* _Required action_
Check each line of the data below for the word "Dump", then extract the ones that have it.

* _Data_
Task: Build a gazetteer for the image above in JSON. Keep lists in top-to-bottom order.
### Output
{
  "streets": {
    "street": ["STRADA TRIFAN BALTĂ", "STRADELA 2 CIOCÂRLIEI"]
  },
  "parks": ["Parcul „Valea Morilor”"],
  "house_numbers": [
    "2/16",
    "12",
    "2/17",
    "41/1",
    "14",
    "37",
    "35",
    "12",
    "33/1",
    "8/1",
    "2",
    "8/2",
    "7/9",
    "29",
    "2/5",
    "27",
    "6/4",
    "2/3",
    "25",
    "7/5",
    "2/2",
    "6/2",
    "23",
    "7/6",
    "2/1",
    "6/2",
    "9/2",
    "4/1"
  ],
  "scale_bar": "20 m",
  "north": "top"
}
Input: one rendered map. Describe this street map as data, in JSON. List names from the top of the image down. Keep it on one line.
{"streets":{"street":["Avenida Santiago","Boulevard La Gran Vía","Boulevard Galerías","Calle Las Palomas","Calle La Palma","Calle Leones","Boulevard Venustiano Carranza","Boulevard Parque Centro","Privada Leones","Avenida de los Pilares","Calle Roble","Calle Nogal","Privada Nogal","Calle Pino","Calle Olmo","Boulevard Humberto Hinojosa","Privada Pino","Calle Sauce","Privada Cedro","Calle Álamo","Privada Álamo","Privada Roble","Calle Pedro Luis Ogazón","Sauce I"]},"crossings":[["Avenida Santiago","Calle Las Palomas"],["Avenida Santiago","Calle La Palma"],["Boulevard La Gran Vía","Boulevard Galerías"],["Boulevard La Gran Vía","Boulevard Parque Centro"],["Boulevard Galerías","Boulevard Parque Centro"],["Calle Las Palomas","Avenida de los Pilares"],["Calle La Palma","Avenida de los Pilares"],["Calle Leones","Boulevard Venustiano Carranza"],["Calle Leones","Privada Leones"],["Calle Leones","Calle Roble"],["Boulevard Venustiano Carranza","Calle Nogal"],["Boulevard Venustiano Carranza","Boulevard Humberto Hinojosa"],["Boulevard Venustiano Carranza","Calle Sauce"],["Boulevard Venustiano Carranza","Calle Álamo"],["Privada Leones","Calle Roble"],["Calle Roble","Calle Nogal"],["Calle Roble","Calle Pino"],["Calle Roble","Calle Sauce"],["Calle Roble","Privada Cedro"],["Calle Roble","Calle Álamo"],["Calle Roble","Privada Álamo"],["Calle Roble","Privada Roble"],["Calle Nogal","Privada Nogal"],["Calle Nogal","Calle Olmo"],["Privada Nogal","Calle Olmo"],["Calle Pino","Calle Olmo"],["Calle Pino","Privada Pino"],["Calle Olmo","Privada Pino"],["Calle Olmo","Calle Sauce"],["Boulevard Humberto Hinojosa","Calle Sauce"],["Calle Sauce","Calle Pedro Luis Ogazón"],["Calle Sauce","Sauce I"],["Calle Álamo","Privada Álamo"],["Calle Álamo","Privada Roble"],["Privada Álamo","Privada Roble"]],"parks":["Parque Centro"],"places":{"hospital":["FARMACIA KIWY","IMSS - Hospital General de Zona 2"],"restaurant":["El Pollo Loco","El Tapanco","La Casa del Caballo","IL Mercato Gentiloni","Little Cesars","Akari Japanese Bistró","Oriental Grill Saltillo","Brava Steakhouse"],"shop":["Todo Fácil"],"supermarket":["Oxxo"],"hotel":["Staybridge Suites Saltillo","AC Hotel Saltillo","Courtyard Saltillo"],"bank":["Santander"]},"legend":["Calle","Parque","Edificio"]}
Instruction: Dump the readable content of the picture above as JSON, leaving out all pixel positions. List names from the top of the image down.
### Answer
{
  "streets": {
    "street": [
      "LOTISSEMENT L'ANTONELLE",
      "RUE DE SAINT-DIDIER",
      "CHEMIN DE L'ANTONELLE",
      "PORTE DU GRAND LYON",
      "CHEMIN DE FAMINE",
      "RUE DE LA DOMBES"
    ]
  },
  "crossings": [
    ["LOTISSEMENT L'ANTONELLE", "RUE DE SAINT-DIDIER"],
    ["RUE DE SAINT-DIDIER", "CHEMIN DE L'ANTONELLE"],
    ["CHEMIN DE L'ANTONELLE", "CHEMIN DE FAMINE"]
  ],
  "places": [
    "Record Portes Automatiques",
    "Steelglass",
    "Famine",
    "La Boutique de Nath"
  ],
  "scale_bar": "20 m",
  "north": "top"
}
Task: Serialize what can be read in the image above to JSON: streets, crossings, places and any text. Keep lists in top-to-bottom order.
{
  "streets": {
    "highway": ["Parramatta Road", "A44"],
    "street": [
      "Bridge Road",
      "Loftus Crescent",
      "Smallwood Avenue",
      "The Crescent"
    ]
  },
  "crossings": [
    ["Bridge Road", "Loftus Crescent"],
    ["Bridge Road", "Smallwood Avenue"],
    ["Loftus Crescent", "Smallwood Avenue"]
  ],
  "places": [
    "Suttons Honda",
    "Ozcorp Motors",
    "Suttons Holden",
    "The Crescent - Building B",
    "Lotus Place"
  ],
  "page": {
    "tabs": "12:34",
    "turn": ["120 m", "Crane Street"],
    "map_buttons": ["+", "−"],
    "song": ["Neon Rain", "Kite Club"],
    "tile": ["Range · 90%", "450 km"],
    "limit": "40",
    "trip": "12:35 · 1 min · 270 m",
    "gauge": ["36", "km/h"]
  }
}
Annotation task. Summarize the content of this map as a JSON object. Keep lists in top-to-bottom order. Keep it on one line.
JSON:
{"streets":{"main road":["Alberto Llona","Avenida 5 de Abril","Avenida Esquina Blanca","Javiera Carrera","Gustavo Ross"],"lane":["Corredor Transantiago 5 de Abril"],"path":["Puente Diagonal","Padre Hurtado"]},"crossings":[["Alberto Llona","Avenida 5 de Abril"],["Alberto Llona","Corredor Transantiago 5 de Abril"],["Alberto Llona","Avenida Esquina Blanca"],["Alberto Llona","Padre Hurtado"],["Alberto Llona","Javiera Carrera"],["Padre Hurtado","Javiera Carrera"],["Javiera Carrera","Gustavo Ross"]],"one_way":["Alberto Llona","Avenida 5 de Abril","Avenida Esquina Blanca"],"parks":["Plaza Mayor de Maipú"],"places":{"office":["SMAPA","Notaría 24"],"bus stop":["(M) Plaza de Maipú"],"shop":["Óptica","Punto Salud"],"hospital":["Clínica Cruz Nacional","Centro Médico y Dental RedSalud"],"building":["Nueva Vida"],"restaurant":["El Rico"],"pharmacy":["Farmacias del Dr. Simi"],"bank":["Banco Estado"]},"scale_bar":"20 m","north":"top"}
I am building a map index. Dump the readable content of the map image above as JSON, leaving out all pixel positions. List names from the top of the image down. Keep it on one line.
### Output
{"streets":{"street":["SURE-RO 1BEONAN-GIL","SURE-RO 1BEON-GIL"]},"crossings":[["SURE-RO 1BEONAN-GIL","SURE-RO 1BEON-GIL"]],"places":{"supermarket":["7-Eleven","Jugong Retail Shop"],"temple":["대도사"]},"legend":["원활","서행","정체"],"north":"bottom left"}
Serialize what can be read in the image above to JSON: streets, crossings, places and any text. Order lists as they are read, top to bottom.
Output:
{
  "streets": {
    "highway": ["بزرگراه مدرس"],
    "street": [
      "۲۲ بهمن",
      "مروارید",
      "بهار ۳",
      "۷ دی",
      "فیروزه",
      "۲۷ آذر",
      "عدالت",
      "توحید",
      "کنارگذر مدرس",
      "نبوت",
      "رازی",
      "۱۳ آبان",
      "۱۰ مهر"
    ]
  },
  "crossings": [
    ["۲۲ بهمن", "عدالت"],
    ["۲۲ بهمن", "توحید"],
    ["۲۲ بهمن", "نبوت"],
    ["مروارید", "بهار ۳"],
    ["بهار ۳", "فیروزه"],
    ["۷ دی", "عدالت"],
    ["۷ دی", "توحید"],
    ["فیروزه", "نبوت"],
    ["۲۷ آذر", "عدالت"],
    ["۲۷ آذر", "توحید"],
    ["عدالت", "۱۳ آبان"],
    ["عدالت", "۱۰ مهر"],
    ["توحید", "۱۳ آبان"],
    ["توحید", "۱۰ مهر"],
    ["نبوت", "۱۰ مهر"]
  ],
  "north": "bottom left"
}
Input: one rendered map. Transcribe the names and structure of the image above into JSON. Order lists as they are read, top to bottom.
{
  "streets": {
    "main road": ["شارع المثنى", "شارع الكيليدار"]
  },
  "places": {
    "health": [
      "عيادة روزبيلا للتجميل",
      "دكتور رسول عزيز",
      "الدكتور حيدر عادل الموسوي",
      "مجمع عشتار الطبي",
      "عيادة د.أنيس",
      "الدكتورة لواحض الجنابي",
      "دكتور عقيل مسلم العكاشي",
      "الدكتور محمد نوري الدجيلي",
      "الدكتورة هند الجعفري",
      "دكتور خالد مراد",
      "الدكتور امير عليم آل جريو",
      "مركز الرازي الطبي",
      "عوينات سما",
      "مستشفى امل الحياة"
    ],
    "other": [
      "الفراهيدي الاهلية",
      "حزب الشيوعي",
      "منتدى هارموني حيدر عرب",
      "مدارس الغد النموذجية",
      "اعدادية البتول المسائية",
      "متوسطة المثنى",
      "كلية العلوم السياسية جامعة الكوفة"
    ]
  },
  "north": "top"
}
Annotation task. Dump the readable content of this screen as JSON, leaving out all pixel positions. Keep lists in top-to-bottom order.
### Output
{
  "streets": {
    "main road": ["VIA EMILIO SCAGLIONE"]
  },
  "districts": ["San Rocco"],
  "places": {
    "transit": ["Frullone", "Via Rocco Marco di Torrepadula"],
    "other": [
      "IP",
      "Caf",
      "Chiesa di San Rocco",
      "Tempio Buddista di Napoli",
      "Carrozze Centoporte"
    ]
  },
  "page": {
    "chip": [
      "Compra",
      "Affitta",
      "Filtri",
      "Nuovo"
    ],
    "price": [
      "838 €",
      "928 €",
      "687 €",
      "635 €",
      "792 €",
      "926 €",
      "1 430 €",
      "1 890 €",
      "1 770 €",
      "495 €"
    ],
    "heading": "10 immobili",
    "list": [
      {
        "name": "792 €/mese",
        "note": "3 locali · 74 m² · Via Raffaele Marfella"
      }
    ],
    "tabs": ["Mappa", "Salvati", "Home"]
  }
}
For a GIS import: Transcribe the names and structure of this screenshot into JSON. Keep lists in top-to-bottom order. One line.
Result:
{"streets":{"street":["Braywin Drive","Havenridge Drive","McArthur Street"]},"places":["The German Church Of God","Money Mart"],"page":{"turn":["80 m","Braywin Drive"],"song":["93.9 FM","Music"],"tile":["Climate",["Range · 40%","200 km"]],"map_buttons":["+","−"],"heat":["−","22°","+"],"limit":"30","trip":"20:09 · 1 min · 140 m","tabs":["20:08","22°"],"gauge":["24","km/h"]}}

* _Output of the exercise_
Instruction: Dump the readable content of the picture above as JSON, leaving out all pixel positions. List names from the top of the image down.
I am building a map index. Dump the readable content of the map image above as JSON, leaving out all pixel positions. List names from the top of the image down. Keep it on one line.
Annotation task. Dump the readable content of this screen as JSON, leaving out all pixel positions. Keep lists in top-to-bottom order.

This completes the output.